Problem -
Find the lines in the records below that contain "controls", and report each of them.

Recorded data
○ ○ ○ ○ ○ ○ ○

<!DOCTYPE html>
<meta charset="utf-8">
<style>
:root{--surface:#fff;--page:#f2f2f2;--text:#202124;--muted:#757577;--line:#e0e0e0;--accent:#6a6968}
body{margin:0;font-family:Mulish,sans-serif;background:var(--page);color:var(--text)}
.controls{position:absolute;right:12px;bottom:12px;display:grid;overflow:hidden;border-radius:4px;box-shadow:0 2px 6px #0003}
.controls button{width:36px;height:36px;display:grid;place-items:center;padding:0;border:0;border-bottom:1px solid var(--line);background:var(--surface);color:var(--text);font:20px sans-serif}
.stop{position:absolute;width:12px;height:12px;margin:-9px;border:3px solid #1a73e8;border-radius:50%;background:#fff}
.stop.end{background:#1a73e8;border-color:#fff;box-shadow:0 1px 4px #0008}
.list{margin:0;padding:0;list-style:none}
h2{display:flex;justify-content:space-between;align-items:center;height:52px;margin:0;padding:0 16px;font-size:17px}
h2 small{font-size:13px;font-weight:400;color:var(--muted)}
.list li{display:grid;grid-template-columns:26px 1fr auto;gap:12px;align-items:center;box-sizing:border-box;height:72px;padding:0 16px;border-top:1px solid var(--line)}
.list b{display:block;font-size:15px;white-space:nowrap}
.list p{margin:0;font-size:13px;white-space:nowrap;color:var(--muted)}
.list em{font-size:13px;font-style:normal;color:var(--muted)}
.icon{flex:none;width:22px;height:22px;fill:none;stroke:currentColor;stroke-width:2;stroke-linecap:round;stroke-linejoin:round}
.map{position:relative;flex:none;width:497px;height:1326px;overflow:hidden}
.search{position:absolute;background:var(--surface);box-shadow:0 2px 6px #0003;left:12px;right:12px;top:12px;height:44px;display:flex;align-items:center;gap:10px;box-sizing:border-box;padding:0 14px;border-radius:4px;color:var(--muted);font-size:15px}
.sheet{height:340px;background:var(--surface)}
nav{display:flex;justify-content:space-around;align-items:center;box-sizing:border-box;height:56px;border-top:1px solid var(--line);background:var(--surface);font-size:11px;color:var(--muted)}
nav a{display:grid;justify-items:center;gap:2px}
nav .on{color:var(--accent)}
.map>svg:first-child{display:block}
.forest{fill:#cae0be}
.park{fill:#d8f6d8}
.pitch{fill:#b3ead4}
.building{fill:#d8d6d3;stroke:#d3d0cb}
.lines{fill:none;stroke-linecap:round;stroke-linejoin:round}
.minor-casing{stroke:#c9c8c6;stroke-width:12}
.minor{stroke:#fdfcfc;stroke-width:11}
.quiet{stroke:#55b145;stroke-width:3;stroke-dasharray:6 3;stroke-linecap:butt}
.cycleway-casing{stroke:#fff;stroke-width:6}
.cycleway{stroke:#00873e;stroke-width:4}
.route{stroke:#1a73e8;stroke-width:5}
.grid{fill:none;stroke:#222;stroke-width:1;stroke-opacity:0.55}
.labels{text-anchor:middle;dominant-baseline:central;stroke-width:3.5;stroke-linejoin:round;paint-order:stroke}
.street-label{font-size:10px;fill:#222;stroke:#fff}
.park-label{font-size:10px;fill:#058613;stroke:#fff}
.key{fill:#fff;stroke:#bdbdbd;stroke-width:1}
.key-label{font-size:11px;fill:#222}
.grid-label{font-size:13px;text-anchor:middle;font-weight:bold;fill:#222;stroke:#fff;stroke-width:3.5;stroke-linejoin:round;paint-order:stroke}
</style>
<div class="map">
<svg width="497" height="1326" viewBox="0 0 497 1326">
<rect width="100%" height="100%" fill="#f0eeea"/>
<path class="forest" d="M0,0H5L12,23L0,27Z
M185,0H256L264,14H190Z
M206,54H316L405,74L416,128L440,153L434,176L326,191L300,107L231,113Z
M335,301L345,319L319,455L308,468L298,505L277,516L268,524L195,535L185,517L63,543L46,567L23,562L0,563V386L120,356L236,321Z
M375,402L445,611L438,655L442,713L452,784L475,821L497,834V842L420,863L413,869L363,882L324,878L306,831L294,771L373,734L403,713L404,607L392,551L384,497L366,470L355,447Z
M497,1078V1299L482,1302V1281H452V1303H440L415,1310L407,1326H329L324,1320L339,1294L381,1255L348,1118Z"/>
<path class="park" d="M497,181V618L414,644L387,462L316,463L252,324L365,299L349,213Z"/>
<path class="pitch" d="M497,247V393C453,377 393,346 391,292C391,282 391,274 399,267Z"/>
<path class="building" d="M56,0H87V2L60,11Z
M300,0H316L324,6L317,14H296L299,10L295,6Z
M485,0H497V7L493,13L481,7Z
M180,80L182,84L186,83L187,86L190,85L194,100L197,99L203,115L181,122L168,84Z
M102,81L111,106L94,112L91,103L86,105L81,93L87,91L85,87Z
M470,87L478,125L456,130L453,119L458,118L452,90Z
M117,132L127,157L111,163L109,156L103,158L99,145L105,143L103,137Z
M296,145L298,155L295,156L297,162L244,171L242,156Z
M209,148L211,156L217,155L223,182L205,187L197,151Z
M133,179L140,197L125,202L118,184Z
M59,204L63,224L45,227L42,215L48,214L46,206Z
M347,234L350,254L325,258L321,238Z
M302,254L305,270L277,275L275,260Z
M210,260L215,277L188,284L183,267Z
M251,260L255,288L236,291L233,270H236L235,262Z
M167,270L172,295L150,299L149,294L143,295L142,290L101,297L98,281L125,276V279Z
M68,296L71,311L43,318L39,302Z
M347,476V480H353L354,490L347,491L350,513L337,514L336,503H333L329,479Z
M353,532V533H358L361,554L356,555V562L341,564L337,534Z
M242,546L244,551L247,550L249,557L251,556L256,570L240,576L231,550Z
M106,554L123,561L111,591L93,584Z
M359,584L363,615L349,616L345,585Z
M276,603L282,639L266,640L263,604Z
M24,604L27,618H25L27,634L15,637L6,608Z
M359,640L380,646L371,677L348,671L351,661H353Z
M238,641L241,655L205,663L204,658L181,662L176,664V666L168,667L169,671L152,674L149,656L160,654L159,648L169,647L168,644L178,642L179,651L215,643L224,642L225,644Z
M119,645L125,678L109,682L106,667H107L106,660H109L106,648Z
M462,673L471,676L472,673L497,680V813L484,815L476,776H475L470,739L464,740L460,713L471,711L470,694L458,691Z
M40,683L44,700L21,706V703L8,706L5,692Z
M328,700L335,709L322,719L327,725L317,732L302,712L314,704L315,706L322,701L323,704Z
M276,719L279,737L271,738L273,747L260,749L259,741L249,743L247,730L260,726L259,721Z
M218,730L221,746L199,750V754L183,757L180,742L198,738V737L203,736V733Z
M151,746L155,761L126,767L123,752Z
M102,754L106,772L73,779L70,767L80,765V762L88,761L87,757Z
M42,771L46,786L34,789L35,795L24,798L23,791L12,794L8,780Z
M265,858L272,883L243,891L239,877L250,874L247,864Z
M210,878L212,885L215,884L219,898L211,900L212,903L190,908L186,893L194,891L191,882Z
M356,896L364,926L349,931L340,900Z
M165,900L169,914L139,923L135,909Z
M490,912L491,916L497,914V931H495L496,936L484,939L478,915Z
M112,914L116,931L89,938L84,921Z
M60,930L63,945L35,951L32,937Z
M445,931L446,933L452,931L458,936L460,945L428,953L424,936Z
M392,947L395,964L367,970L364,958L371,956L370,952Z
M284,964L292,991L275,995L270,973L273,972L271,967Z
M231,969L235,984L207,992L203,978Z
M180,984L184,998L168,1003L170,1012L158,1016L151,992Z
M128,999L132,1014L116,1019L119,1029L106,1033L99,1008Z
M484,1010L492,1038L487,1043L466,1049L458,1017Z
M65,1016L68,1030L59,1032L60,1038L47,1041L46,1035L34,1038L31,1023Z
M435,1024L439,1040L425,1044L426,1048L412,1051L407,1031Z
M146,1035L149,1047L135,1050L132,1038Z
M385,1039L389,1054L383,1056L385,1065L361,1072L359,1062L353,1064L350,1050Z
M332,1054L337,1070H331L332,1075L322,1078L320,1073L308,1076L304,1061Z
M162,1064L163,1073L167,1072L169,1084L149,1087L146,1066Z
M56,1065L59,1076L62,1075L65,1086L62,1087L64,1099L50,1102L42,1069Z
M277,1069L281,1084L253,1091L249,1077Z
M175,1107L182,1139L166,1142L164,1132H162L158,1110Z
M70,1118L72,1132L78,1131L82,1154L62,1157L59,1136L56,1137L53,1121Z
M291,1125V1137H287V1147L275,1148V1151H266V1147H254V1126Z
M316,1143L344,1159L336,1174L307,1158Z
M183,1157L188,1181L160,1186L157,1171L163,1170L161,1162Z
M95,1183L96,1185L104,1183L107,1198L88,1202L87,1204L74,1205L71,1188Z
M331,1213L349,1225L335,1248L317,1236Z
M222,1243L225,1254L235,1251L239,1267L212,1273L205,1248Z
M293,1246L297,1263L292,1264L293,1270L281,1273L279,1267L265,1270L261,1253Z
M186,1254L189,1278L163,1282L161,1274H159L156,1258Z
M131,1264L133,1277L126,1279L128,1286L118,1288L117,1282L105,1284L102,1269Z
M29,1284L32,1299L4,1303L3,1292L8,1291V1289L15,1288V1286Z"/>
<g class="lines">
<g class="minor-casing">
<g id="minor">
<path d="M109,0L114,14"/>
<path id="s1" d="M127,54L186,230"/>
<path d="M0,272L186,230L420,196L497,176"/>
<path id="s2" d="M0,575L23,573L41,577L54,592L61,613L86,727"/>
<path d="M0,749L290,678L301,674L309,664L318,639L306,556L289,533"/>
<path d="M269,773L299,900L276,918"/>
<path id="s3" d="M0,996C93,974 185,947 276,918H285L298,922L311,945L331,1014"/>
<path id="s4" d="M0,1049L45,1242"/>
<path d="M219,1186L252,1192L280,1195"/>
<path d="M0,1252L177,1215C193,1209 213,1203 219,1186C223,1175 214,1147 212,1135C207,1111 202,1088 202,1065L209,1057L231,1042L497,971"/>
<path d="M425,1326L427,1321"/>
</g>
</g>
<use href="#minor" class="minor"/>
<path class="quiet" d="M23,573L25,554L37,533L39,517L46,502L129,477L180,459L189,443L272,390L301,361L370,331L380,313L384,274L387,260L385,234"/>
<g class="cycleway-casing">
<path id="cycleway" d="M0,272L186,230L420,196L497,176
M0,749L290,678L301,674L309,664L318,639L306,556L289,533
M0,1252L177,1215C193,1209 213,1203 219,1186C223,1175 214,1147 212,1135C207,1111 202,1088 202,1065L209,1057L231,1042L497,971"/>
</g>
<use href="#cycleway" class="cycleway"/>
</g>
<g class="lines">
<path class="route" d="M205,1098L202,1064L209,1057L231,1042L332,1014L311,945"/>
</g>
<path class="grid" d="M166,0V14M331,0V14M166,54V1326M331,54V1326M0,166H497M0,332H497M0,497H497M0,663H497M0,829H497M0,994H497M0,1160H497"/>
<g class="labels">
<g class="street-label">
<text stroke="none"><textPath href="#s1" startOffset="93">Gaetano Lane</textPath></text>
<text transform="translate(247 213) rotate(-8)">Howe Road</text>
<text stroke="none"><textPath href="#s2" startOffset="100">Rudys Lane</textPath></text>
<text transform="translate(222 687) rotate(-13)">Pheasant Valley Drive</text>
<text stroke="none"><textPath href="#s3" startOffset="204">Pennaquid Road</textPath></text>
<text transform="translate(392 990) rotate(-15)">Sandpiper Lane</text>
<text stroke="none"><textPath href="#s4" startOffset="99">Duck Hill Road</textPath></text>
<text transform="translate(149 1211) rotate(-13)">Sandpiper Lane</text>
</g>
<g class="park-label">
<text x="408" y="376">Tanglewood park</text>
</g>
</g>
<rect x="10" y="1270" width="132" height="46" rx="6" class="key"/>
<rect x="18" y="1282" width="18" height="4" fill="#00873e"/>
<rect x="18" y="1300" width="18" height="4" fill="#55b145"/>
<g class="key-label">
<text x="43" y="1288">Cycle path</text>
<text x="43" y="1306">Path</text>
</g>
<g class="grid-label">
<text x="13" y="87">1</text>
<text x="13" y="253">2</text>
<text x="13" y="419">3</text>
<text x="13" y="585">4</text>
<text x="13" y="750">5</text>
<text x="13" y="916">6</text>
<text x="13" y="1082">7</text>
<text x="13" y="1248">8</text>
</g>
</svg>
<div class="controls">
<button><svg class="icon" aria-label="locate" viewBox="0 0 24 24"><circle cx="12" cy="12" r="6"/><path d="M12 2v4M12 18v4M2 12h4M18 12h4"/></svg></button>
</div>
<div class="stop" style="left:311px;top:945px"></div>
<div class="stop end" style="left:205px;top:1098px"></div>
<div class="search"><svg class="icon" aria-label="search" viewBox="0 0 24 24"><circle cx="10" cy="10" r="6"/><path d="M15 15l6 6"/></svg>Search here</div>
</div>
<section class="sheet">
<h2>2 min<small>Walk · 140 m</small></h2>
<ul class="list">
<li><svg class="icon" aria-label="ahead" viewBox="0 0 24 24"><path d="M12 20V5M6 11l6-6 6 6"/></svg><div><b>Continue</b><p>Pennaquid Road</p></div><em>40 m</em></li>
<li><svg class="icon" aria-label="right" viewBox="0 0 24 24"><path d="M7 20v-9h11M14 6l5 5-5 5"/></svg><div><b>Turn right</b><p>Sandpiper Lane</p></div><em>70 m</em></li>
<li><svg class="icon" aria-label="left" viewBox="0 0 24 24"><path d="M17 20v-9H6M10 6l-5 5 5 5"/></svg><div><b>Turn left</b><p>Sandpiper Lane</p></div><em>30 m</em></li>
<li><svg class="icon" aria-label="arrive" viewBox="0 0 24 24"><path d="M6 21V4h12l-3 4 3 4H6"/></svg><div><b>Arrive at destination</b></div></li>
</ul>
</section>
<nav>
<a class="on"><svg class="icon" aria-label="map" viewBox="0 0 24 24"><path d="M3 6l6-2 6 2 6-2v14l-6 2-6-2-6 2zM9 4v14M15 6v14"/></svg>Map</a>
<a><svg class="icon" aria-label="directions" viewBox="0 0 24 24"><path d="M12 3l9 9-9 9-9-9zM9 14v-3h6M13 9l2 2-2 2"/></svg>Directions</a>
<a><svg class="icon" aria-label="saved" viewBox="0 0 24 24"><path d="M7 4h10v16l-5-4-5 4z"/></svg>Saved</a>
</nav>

○ ○ ○ ○ ○ ○ ○

Answer to the problem -
.controls{position:absolute;right:12px;bottom:12px;display:grid;overflow:hidden;border-radius:4px;box-shadow:0 2px 6px #0003}
.controls button{width:36px;height:36px;display:grid;place-items:center;padding:0;border:0;border-bottom:1px solid var(--line);background:var(--surface);color:var(--text);font:20px sans-serif}
<div class="controls">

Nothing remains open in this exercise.